REQUIREMENT
Return the lines below that contain "service".

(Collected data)

=-=-=

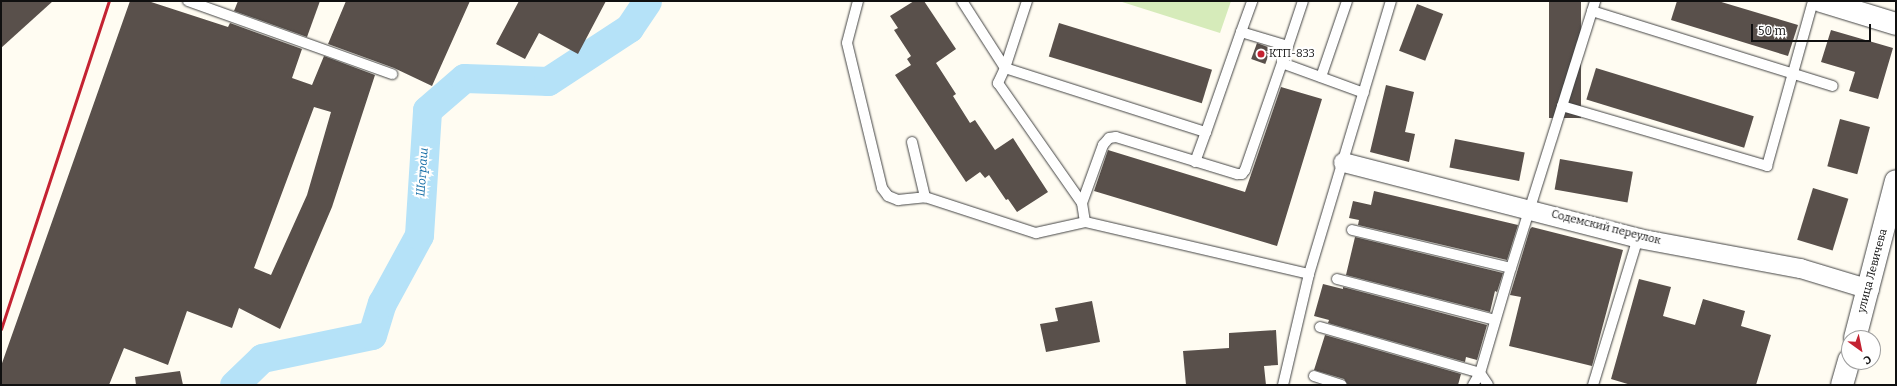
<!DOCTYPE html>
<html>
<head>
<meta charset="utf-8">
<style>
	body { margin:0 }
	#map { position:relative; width:1897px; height:386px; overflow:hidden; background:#fffcf2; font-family:Bitter,serif }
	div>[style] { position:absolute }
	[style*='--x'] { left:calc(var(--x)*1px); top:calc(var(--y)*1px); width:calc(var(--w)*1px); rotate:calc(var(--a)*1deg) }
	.green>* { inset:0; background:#d6ebba }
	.river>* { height:29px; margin:-14.5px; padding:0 14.5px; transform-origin:14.5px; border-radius:14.5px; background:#b5e2f8 }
	.building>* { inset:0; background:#59504b; transform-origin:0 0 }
	.roads { filter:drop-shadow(0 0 1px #434343) drop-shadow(0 0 1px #434343) }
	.service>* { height:10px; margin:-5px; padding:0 5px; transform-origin:5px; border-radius:5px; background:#fff }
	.minor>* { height:19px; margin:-9.5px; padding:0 9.5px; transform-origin:9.5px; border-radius:9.5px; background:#fff }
	.tertiary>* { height:22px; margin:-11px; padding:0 11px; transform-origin:11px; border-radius:11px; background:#fff }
	.rail>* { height:3px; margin:-1.5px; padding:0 1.5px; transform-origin:1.5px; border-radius:1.5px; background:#c42332 }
	.dots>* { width:11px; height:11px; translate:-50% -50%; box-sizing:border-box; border:2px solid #fff; border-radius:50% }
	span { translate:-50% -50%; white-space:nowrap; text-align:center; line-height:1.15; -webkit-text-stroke:4px #fff; paint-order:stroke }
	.poi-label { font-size:11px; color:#101010 }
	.left { translate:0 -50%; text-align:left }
	.street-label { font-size:11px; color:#101010 }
	.water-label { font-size:12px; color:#146da6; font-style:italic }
	.frame { position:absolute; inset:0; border:2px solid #101010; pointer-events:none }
	.north { position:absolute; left:1841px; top:330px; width:40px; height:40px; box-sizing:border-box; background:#fff; border:1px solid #9f9f9f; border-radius:50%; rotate:147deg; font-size:11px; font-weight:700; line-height:16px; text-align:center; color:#101010 }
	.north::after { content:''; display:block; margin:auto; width:14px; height:18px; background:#c42332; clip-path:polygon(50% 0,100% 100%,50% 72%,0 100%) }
	.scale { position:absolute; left:1751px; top:24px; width:120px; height:18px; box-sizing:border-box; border:2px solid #101010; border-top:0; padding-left:5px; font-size:12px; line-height:14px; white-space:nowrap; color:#101010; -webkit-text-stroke:3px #fff; paint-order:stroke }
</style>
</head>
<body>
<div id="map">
	<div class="green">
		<i style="clip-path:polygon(1119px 1px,1231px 1px,1220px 33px)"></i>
	</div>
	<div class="river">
		<i style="--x:234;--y:385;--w:39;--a:-44"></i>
		<i style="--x:262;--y:358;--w:112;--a:-11.8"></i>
		<i style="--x:372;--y:335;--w:34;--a:-73"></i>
		<i style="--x:382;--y:303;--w:77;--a:-61.4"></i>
		<i style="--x:419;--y:235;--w:125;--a:-86.3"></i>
		<i style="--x:427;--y:110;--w:49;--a:-40.9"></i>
		<i style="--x:464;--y:78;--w:84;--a:2"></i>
		<i style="--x:548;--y:81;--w:97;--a:-33.2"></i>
		<i style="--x:629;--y:28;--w:32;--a:-56"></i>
	</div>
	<div class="building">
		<i style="clip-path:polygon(1px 1px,53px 1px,1px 48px)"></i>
		<i style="clip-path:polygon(evenodd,130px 1px,148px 1px,228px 27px,230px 23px,302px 49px,292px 78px,312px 85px,324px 56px,375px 75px,332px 207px,280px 329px,239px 308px,232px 328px,187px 311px,168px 365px,124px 348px,109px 385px,1px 385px,1px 366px,130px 1px,314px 107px,331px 112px,307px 195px,271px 275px,254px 268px,314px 107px)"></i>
		<i style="clip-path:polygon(238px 1px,320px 1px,307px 37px,234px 11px)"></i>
		<i style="clip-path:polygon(346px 1px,470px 1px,432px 86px,394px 68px,328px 44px)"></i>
		<i style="clip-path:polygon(519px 1px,606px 1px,578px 54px,539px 33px,525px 59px,496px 44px)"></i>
		<i style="clip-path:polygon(914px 1px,924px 1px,956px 49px,936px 63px,956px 94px,953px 96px,970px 123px,975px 120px,995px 150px,1013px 138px,1048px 192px,1017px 212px,1008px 199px,1006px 200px,989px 175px,985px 178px,980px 172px,966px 182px,895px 75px,911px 65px,907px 59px,911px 56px,894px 30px,898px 28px,890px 16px)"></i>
		<i style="left:1549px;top:1px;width:32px;height:117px"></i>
		<i style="clip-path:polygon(1677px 1px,1718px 1px,1798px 25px,1788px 56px,1671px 20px)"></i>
		<i style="left:1417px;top:4px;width:28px;height:50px;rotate:21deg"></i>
		<i style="left:1059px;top:23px;width:160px;height:35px;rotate:17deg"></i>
		<i style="clip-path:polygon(1831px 30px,1893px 48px,1878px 99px,1849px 91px,1855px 72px,1821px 62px)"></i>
		<i style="left:1257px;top:43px;width:15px;height:17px;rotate:20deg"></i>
		<i style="left:1596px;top:68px;width:165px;height:33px;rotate:17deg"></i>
		<i style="clip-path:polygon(1386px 85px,1414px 92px,1405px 132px,1415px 134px,1409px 162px,1370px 152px)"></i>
		<i style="clip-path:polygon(1281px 87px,1322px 99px,1277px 246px,1094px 191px,1108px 150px,1245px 192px)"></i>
		<i style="left:1840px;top:119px;width:31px;height:49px;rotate:15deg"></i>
		<i style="left:1455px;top:139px;width:71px;height:29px;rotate:11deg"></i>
		<i style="left:1560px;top:159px;width:74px;height:31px;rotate:10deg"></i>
		<i style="left:1813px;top:188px;width:37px;height:54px;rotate:17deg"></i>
		<i style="clip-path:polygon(1374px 191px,1518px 225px,1507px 260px,1358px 225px,1359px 220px,1349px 218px,1353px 201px,1371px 205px)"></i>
		<i style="clip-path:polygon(1532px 227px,1623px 250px,1592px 366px,1509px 346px,1521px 297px,1510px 295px,1530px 229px)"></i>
		<i style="clip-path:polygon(1355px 237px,1503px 273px,1497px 292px,1495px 291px,1490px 312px,1346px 275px)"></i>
		<i style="clip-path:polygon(1639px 279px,1671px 287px,1663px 316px,1695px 325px,1703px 299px,1745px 311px,1741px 326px,1771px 335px,1756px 385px,1631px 385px,1611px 379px)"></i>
		<i style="clip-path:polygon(1323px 284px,1343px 289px,1343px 287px,1487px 325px,1477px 360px,1466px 357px,1465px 362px,1328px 323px,1329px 320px,1314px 316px)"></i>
		<i style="clip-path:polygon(1092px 301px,1100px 342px,1046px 352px,1040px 324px,1058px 321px,1055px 308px)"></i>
		<i style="clip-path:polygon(1276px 330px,1278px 365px,1264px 366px,1266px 385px,1186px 385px,1183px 351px,1229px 348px,1229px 333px)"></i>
		<i style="clip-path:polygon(1325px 335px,1461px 374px,1458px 385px,1348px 385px,1344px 379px,1314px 370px)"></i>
		<i style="clip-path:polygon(180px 371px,183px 385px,136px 385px,135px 377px)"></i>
	</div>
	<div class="roads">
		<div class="service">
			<i style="--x:188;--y:1;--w:217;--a:19.7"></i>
			<i style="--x:858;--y:1;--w:43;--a:104.7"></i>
			<i style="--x:847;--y:43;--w:149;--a:76.4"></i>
			<i style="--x:882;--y:188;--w:10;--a:53"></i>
			<i style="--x:888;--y:196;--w:11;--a:22"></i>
			<i style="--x:898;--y:200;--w:27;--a:-6"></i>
			<i style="--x:925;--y:197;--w:117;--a:18"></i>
			<i style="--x:1036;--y:233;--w:50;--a:-12.7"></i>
			<i style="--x:962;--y:1;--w:80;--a:57.3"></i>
			<i style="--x:1005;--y:68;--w:211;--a:17.7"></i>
			<i style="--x:1206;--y:132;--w:106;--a:-70.7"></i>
			<i style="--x:1241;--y:32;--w:49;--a:16.6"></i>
			<i style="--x:1288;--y:46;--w:18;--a:109"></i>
			<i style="--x:1027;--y:1;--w:71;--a:108.2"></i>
			<i style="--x:1005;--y:68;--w:17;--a:115"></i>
			<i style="--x:998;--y:83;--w:146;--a:55"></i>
			<i style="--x:1592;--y:11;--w:252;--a:17.3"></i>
			<i style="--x:1241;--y:32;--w:33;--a:-70"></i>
			<i style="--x:1288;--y:46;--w:47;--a:-71.6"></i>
			<i style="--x:1321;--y:77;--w:80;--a:-71.1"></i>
			<i style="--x:1562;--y:106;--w:214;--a:16.3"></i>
			<i style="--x:1767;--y:166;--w:171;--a:-74.4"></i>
			<i style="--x:912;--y:142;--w:57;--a:76.7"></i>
			<i style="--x:1195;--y:162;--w:32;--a:-70"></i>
			<i style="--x:1352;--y:230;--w:163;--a:13.4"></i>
			<i style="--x:1309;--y:274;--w:230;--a:-166.9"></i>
			<i style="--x:1085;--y:222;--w:19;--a:-99"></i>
			<i style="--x:1082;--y:203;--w:62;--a:-70.1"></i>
			<i style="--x:1103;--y:145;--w:9;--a:-49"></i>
			<i style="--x:1109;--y:138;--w:7;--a:-8"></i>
			<i style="--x:1116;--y:137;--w:127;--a:17"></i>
			<i style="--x:1237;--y:174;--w:5;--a:0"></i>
			<i style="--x:1242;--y:174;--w:5;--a:-53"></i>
			<i style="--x:1245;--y:170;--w:113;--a:-70.9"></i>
			<i style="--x:1282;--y:63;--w:87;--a:20.1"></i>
			<i style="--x:1337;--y:279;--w:163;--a:14.5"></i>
			<i style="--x:1320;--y:327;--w:166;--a:16"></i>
			<i style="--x:1480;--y:373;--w:109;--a:-73.6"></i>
			<i style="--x:1511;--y:268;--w:280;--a:-72.5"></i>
			<i style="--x:1314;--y:376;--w:29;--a:18"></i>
			<i style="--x:1283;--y:385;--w:114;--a:-76.8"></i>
			<i style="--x:1309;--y:274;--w:285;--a:-73.3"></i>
			<i style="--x:1473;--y:385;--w:14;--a:-60"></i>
			<i style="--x:1480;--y:373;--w:14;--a:56"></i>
			<i style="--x:1593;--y:385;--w:154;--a:-73"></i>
		</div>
		<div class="minor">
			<i style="--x:1343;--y:162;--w:305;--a:14.4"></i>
			<i style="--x:1638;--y:238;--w:165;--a:10.5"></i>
			<i style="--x:1800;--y:268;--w:72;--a:16.9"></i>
		</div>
		<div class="tertiary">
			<i style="--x:1821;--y:1;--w:78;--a:17"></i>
			<i style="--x:1855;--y:338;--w:162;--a:-75.4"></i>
			<i style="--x:1842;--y:385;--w:26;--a:-74"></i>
		</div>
	</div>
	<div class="rail">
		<i style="--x:1;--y:329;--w:345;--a:-71.8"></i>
	</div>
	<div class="dots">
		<i style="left:1261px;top:54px;background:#c42332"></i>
	</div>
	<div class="poi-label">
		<span class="left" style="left:1269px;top:54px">КТП-833</span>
	</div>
	<div class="street-label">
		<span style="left:1606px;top:228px;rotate:14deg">Содемский переулок</span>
		<span style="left:1873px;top:271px;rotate:-75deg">улица Левичева</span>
	</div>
	<div class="water-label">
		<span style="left:423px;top:172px;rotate:-86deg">Шограш</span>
	</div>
	<div class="frame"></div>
	<div class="north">С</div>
	<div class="scale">50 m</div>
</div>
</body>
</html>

=-=-=

SOLVED EXERCISE
	.service>* { height:10px; margin:-5px; padding:0 5px; transform-origin:5px; border-radius:5px; background:#fff }
		<div class="service">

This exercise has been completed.